Directions for this task. Pictures aside, repeat the listing below exactly.

Material provided.
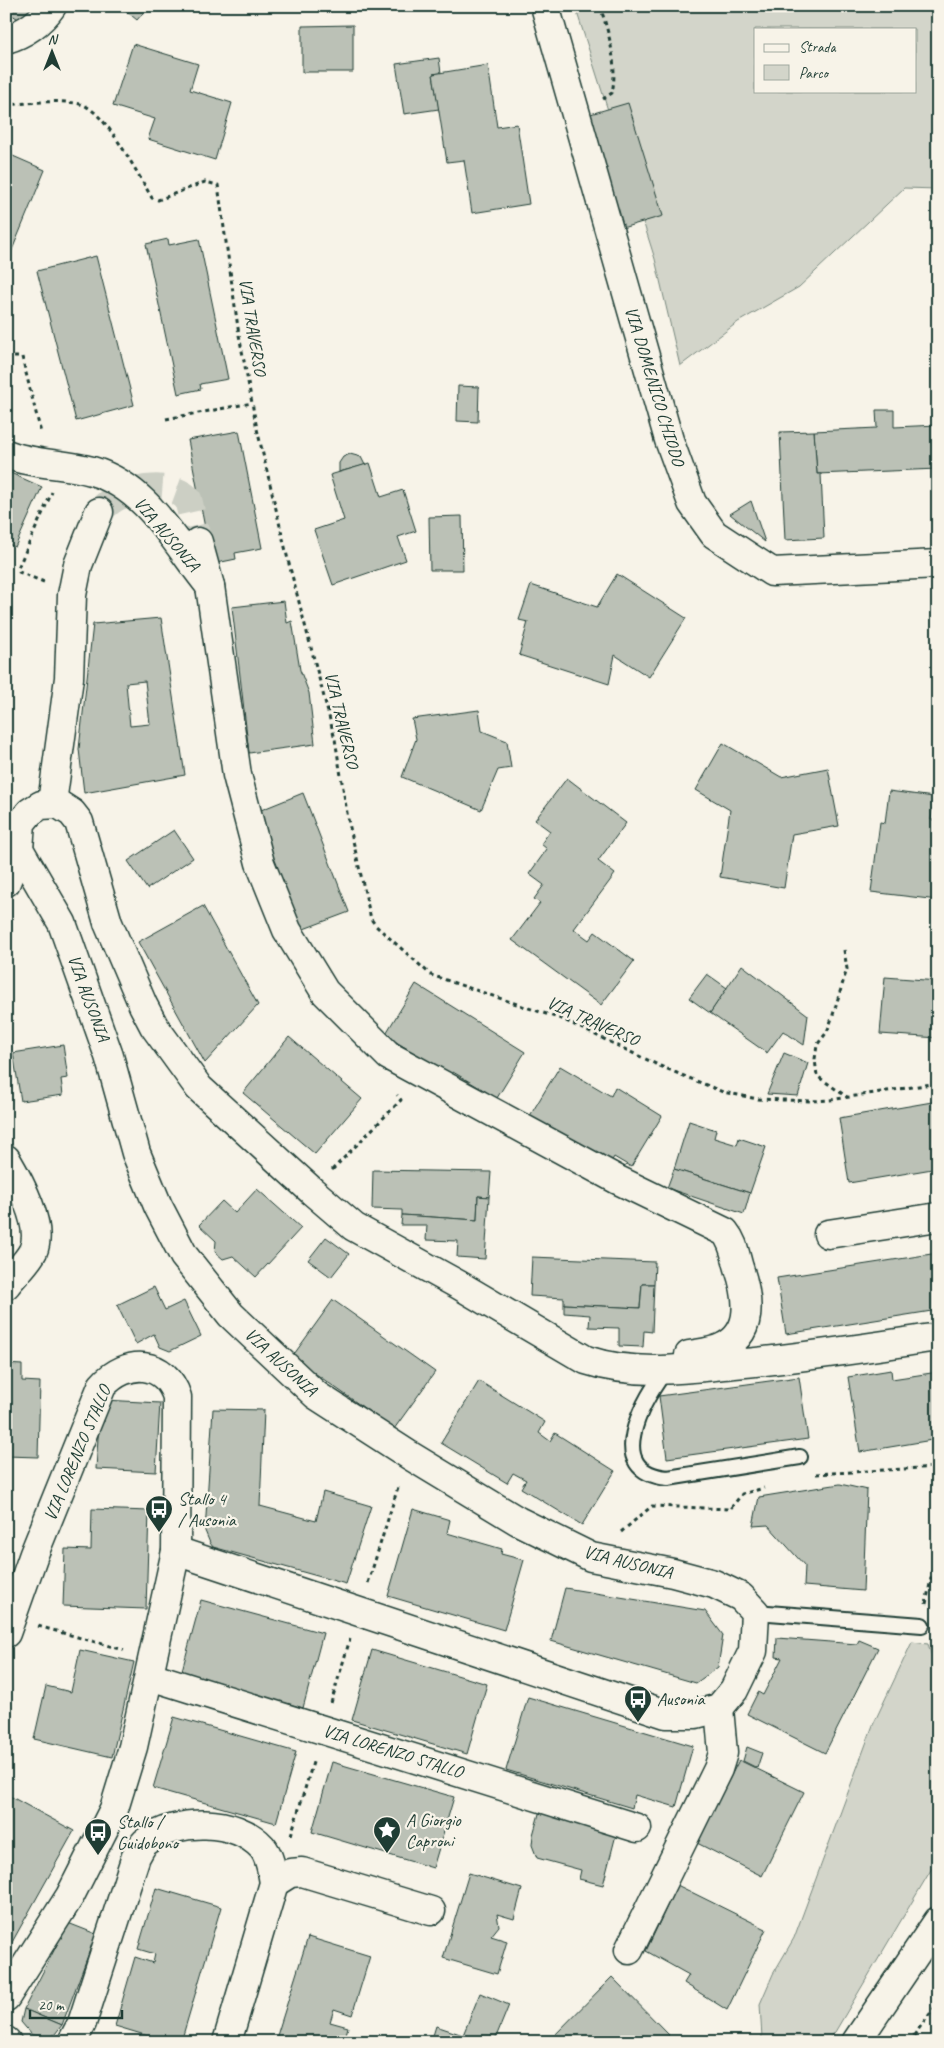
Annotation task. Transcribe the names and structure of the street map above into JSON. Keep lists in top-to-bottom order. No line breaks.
{"streets":{"street":["VIA DOMENICO CHIODO","VIA AUSONIA","VIA LORENZO STALLO"],"path":["VIA TRAVERSO"]},"places":{"bus stop":["Stallo 4 / Ausonia","Ausonia","Stallo / Guidobono"],"place":["A Giorgio Caproni"]},"legend":["Strada","Parco"],"scale_bar":"20 m","north":"top"}
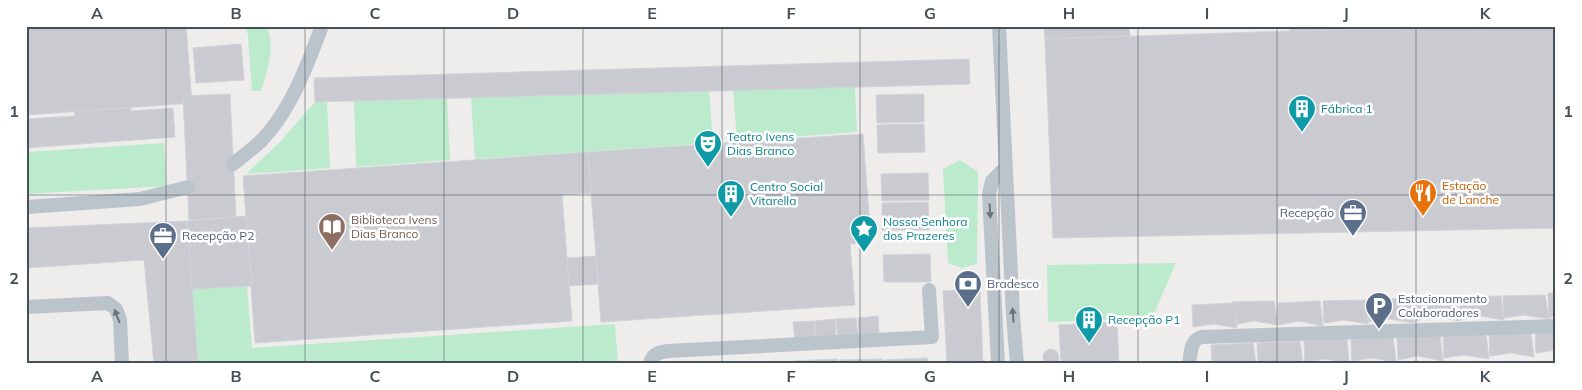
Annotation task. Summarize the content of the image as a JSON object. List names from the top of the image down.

Worked solution.
Annotation task. Transcribe the names and structure of the street map above into JSON. Keep lists in top-to-bottom order. No line breaks.
{"streets":{"street":["VIA DOMENICO CHIODO","VIA AUSONIA","VIA LORENZO STALLO"],"path":["VIA TRAVERSO"]},"places":{"bus stop":["Stallo 4 / Ausonia","Ausonia","Stallo / Guidobono"],"place":["A Giorgio Caproni"]},"legend":["Strada","Parco"],"scale_bar":"20 m","north":"top"}
Annotation task. Summarize the content of the image as a JSON object. List names from the top of the image down.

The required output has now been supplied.